Поспешно обойдя ее машину и оказавшись на дороге, я хватаюсь за ручку водительской двери и широко распахиваю ее, наблюдая, как Аспен визжит от страха, явно решив, что я какой-то уличный мудила, желающий поживиться за счет красивой женщины.

— Черт возьми, Айзек. Какого черта ты творишь? Ты напугал меня до чертиков.

Я сжимаю челюсти, не понимая, почему вдруг чувствую себя таким взвинченным.

— Что, блядь, там только что произошло? — спрашиваю я. — Только что у нас все было хорошо, а потом все пошло наперекосяк. Почему ты так сбежала? Если я что-то сделал, ты должна мне сказать. Ты не можешь просто сбежать и оставить меня в чертовой неизвестности.

Она смотрит на меня с таким видом, будто я ни черта не понимаю и должен знать лучше, и все, что она делает, — это выводит меня из себя. Она чертовски права, я и правда ничего не понимаю, и мне, наверное, нужно знать лучше.

Поняв, что я не заинтересован в глупых играх, она тяжело вздохнула и заглушила двигатель, окинув меня тяжелым взглядом.

— Ты заставил меня почувствовать себя грязной.

Моя челюсть практически отрывается от лица, падая на гребаную землю.

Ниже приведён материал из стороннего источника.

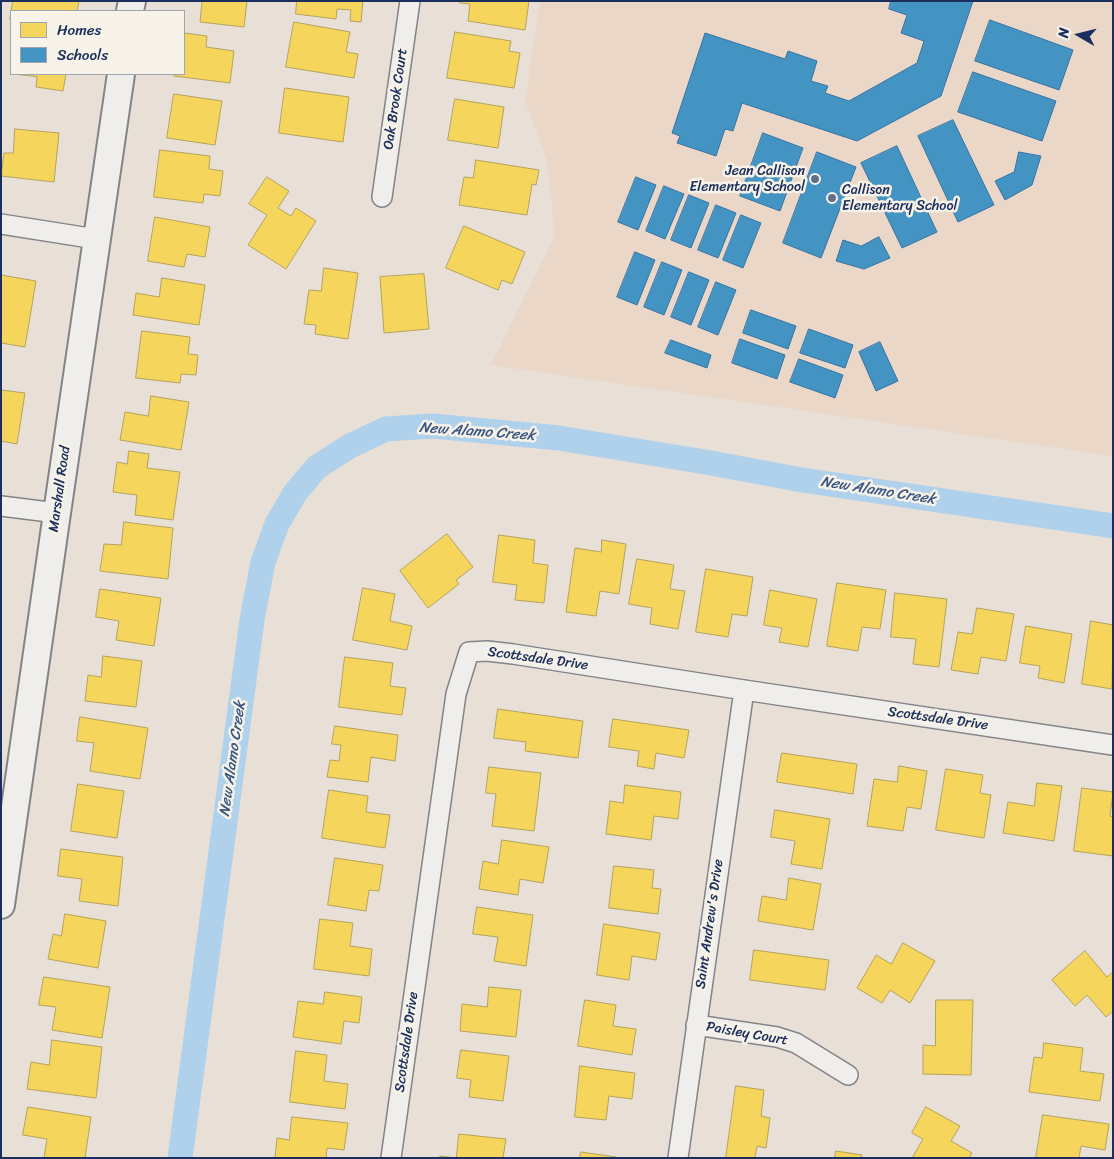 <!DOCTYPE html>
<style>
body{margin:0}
#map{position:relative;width:1114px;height:1159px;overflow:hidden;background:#e8dfd6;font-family:Sriracha,sans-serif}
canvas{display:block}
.frame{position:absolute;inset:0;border:2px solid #1b2f5e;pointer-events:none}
.legend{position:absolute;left:10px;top:10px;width:175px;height:65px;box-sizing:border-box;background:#f7f3e8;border:1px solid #9fa5b1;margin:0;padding:6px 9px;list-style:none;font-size:15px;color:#1b2f5e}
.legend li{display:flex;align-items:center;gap:10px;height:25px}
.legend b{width:25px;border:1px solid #9fa5b1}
.north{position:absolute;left:1054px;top:10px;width:50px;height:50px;-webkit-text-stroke:4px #f7f3e8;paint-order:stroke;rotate:278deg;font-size:14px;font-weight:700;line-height:20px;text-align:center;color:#1b2f5e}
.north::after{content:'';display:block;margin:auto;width:18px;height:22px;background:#1b2f5e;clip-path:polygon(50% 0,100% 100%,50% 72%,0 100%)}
</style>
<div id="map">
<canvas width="1114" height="1159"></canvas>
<div class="frame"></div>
<ul class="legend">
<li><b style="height:14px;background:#f6d55c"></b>Homes</li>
<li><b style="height:14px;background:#4393c3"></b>Schools</li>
</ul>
<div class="north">N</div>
</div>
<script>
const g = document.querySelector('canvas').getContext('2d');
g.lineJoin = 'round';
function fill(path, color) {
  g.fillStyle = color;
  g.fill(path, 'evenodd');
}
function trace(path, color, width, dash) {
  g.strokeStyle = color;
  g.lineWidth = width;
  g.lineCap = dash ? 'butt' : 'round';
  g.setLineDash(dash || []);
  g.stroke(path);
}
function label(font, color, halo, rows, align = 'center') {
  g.font = font + ' Sriracha,sans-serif';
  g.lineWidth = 5;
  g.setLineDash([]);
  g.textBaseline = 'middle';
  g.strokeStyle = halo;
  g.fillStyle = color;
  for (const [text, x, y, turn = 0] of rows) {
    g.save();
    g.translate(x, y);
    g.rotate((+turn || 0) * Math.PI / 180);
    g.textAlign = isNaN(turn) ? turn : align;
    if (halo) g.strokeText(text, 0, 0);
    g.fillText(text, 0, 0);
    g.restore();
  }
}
fill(new Path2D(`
 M540,1H1113V456L491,365L555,235L547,160L525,101Z`), '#ead7c8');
const homes = new Path2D(`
 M13,1H79L77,11H11V21L10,20Z
 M199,1H247L244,27L200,22L202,2Z
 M297,1H363L361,22L350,21L351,10L337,9L336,19L296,14Z
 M461,1H529L525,30L468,21L470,4L460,3Z
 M294,22L350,32L346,52L358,54L354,78L286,67Z
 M455,32L511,41L509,51L520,53L514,88L447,78Z
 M184,33L207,36L206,47L234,51L230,83L174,76V74H184Z
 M14,74H66L63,91L36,87L37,77Z
 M285,88L349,97L343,142L279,133Z
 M174,94L222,101L215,145L167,138Z
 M455,99L504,107L498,148L448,140Z
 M15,129L59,133L54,182L1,176L4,153H13Z
 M160,150L210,156L209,169L223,171L220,196L204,194L203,203L154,197Z
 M476,160L539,170L536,185L532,184L527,215L459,205L464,177L473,178Z
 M267,177L289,191L278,208L291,216L296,208L316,221L286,269L248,245L267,215L249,204Z
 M155,217L210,227L205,257L187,254L184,267L148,261Z
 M464,226L525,252L512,284L502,280L498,290L446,268Z
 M324,268L358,273L348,339L315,334L316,325L304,324L309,290L321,291Z
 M424,274L429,329L384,333L380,277Z
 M1,275L36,281L25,347L1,343Z
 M162,278L205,285L199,325L133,315L136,293L159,297Z
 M142,331L190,337L188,354L198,355L196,375L181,374L180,383L136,378Z
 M1,390L25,393L17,444L1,441Z
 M151,396L189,402L181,450L120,440L125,412L148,416Z
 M129,451L149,454L147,468L180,472L173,520L135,515L137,495L113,492L117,462L127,464Z
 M124,522L173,528L168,579L100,571L104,544L121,545Z
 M447,534L473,567L456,580L459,584L428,608L400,571Z
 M499,535L535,540L533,563L548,565L544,603L515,600L517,585L493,582Z
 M602,540L626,544L619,594L600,591L596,616L566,612L575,548L601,552Z
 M637,559L674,565L670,589L685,591L678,629L650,624L652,608L629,604Z
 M706,569L753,577L747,616L732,614L728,637L696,632Z
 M837,583L886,590L880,629L862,627L858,651L827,646Z
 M363,588L395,594L390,621L412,626L407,650L353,640Z
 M100,589L161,598L154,646L116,640L119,621L96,617Z
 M770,590L817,599L808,647L779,642L782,628L764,625Z
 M895,593L947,599L939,667L913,664L916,639L891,637Z
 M977,608L1014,614L1006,661L981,657L978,674L951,670L958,632L972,634Z
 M1091,621L1113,625L1112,689L1082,684Z
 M1026,626L1072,634L1064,683L1038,678L1040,666L1020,663Z
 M103,656L142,661L136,707L85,701L88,675L101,677Z
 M345,657L393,663L390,686L406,688L402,715L339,707Z
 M498,709L583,721L578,758L525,751L526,742L494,738Z
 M80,717L148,728L140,779L90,771L94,743L77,741Z
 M613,719L689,730L684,758L656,753L654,769L637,766L639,751L609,747Z
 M335,726L398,735L395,761L371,757L368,782L327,777L330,760L339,761L341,745L332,744Z
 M782,753L857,764L853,794L777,782Z
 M899,766L927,771L921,809L907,807L903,831L867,826L874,779L897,782Z
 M489,767L541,773L534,831L492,826L496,794L486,793Z
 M946,769L983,775L980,793L991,795L984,838L936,830Z
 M1037,783L1062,786L1054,841L1003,833L1008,802L1034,806Z
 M78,784L124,791L117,838L71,831Z
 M625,785L681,792L678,819L654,816L651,840L606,834L610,801L623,803Z
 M1082,788L1113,792L1110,816L1113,817V856L1074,851Z
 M329,790L368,796L366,812L390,815L385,848L322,838Z
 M775,810L830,819L822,869L791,864L795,841L771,837Z
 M502,840L549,847L543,883L520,879L518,895L479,889L483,861L498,864Z
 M61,849L123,857L118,906L79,901L82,879L58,876Z
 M335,858L383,865L379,891L369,890L366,911L328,905Z
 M614,866L654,870L652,888L661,889L658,914L609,908Z
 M789,878L821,884L813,930L758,921L762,896L786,900Z
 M477,907L533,915L526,966L494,961L498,937L473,934Z
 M65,914L106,921L98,968L48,959L53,934L61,936Z
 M320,919L353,923L350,946L372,949L369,976L314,969Z
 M604,924L660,933L656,960L632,956L629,980L597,975Z
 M903,943L935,961L910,1003L890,990L882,1003L857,988L876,955L891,964Z
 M754,950L829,960L825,990L750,980Z
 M1085,951L1107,977L1113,972V1011L1106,1017L1087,995L1075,1006L1052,980Z
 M44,977L110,987L102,1038L52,1030L56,1007L39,1005Z
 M489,987L521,990L516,1037L460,1031L462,1004L487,1007Z
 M325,992L362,997L359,1023L344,1021L341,1044L293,1037L298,1001L323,1004Z
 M585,1000L616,1005L613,1026L636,1029L632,1055L578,1046Z
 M936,1000H973L971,1075L923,1074V1045L935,1046Z
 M52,1040L102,1047L96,1098L27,1089L31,1062L49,1065Z
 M1044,1043L1083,1048L1080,1071L1104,1074L1100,1101L1029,1092L1034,1057L1042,1058Z
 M461,1050L509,1056L503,1101L469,1097L471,1080L457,1078Z
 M296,1051L327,1055L324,1081L348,1084L345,1109L290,1102Z
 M580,1066L635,1073L632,1099L609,1096L606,1120L575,1117Z
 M736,1086L764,1090L761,1116L770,1118L766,1148L757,1146L755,1158H726Z
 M28,1107L91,1117L85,1158H44L47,1139L23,1135Z
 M926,1107L960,1126L951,1141L972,1153L969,1158H912L923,1139L912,1133Z
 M1043,1115L1109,1124L1105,1150L1081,1146L1079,1158H1036Z
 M292,1117L348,1123L344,1150L327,1148L326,1158H275L277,1138L289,1140Z
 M459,1134L506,1139L503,1158H439L440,1156L456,1158Z
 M836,1151L862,1155L861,1158H835Z
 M581,1152L616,1157V1158H580Z`);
fill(homes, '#f6d55c');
trace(homes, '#b4a35d', 1);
const schools = new Path2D(`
 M891,1H973L941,96L857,141L742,103L733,131L725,129L716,156L677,143L680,136L672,133L705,33L785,59L788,51L817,61L811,81L828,86L825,93L849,101L917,63L924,41L901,33L907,15L889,9Z
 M990,20L1073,50L1059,90L975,61Z
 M973,72L1056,101L1042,141L958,112Z
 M953,120L994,205L958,222L918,136Z
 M763,133L803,148L780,211L740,196Z
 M897,146L937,232L902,248L861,163Z
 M817,152L856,167L821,258L783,243Z
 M1019,152L1041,156L1032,185L1005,200L995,181L1014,172Z
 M636,177L656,185L638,230L618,222Z
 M664,186L684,194L665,239L646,231Z
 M689,195L709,203L691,248L671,240Z
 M716,205L736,213L718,258L698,250Z
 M741,215L761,223L743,268L723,260Z
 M879,237L890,258L864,269L836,261L843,240L861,246Z
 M635,252L655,260L637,305L617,297Z
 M662,262L682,270L664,315L644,307Z
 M689,272L709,280L691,325L671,317Z
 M716,282L736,290L718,335L698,327Z
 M751,310L796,326L788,349L743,333Z
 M809,329L853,345L845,368L800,353Z
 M740,339L785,355L777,379L732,363Z
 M671,340L711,355L707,368L665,353Z
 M880,342L898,381L876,391L859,352Z
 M799,359L843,375L835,398L790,382Z`);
fill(schools, '#4393c3');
trace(schools, '#3775a5', 1);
trace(new Path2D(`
 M180,1158L252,620L263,562L277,524L295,493L317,467L350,446L386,429L433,426L559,438L711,463L802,480L1113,526`), '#b0d1ec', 25);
const street = new Path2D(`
 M382,197L410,1
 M1,224L96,239
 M1,506L57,513
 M696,1025L777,1037L796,1043L848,1075
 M391,1158L456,694L469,652L487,651L513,654L744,690L1113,745
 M678,1158L744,690`);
const secondary = new Path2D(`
 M130,11L132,1
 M1,905L57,513L121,74`);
trace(street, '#838388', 22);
trace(secondary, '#838388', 30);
trace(street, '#f0eeea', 19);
trace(secondary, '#f0eeea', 26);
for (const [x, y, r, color] of [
 [815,179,5,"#636d88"],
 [832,198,5,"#636d88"]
]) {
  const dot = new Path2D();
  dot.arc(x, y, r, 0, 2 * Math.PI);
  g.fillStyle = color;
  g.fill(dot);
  trace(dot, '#f7f3e8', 2);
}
label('14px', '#1b2f5e', '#f7f3e8', [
 ["Oak Brook Court",396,99,-82],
 ["Marshall Road",60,489,-82],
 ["Scottsdale Drive",538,659,8],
 ["Scottsdale Drive",938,719,8],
 ["Saint Andrew's Drive",710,924,-82],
 ["Paisley Court",747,1034,10],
 ["Scottsdale Drive",407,1042,-82]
]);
label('14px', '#1b2f5e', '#f7f3e8', [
 ["Jean Callison",805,171],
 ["Elementary School",805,187],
 ["Callison",842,190,"left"],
 ["Elementary School",842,206,"left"]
], 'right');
label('italic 15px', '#3a5684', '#f7f3e8', [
 ["New Alamo Creek",477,432,4],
 ["New Alamo Creek",878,491,9],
 ["New Alamo Creek",233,759,-82]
]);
</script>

— Что за хуйня? О чем ты говоришь? — требую я, мой разум прокручивает все, что только что произошло, и ничего не находит. — Это из-за шариков? Я думал, ты не против.

Аспен стонет, закатывая глаза.

— Это не имеет никакого отношения к гребаным шарикам.

— Тогда не стесняйся ввести меня в курс дела в любое время.

Жесткость в ее глазах исчезает, оставаясь лишь уязвимостью, от которой у меня в груди что-то щемит.

— Ты превратил это в сделку, Айзек, — говорит она, ее плечи опускаются от тяжести того, что она пытается сказать. — Я знаю, мы согласились, что это был просто секс. Я понимаю это, действительно понимаю. Но когда ты отправил меня восвояси, ты заставил меня почувствовать себя незнакомкой с улицы, хотя, несмотря на все, что ты говоришь, мы оба знаем, что это нечто большее.

— Это не нечто большее, — возражаю я, практически чувствуя, как мои стены встают на место.

Пьяные звонки и смс, грязные разговоры. Я знаю, что был с ней смел, но, возможно, я ввел ее в заблуждение, а это не входило в мои намерения.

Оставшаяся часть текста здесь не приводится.